Rethinking Wait Time:

The first discussion of the instructional technique of “wait-time” was published in 1969 by Mary Budd Rowe in the Science and Children journal, addressing the elementary science classroom. In 1972, Rowe analyzed wait-time from more than 900 classrooms and first identified two different concepts of wait-time: wait-time I and wait-time II. Wait-time I was defined as the time a teacher pauses after a question; it generally starts when the teacher stops speaking and ends when a student responds or the teacher speaks again. Wait-time II was defined as the time a teacher waits after a student responds to either a comment or asks another question which normally begins from the time the student stops talking to the time the teacher starts to comment. Rowe (1972, 1974) reported significant impacts on student and teacher discourse in classrooms with a mean wait-time of three to five seconds. Lake (1973) defined wait-time as the time a teacher is prepared to wait after asking a question and/or after receiving a response. Unlike Rowe (1972, 1974) who defined wait-time as a pause after a question or comment, Lake (1973) defined wait-time as a pause preceding any teacher remark or question. He further defined “criterion wait-time” as wait-time of three seconds or more (Lake 1973). Fowler (1975) defined wait-time as the silence in a conversation following a teacher or student utterance and was the first researcher to use teacher wait-time as an “easily managed independent variable” (p. 38) that could be manipulated to increase student discourse without “introducing an undesirable artificiality to the nature of a conversation” (p. 38). This began the transition of “wait” in wait-time from an adjective or description of time into a concept to be studied on its own. Thus, the term used to describe this instructional technique began to shift from “wait-time” to “wait time.”
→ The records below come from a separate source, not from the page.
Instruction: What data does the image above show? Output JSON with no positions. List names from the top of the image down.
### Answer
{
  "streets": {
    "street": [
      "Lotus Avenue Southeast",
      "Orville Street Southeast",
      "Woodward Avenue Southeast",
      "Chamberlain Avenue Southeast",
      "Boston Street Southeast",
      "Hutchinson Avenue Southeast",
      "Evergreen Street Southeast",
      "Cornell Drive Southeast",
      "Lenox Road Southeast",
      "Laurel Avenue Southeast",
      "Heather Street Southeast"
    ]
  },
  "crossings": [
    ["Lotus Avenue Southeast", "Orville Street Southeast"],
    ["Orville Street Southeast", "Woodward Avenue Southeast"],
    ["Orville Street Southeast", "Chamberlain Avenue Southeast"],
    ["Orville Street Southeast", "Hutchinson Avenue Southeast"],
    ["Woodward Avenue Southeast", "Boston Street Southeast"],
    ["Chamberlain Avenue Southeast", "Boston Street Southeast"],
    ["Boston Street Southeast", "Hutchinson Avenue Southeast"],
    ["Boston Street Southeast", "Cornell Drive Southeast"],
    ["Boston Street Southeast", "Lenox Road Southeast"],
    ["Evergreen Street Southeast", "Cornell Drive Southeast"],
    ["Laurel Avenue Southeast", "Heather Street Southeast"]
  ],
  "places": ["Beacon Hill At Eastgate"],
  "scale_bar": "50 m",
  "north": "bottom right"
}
In the 1980’s the instructional technique was beginning to be explored in other disciplines outside of Science. In the 1980’s, Gooding (1982, 1984, 1985), DeTure and Miller (1985), and Tobin (1986) added to the growing definitions of wait time. DeTure and Miller (1985) defined wait-time as the amount of time after a question is asked that a teacher waits before accepting an answer, repeating a question, rephrasing a question, or supplying the answer which aligns with Rowe’s wait-time I. Tobin (1980; 1986), similar to Fowler (1975), defined wait time as pausing before any teacher or student speaking opportunity and essentially combined Rowe’s (1972, 1974) wait-time I and wait-time II. According to Jegede and Olajide (1995), “Rowe’s wait time 1 is equivalent to what Tobin labeled as the length of time preceding any teacher utterance (TT), and Rowe’s wait time 2 is labeled as the length of pause preceding any student utterance (ST) respectively” (p. 235 ). In 1987, Tobin further declared that wait time is “defined in terms of the duration of pauses” (p. 69). In the 1990s, research on wait time was still being conducted. However, synonyms for wait time begin to emerge in literature. Robert Stahl (1990) coined the term “think time” as a distinct period of uninterrupted silence by the teacher and all students so that they both can complete appropriate information processing tasks, feelings, oral responses, and actions. Stahl (1990) prefered the label "think-time" over "wait-time" because the primary academic purpose of wait time is to allow students and the teacher to complete on-task thinking. Regardless of research field, the benefits of wait time longer than 3 seconds continued to be proven and highlighted in research.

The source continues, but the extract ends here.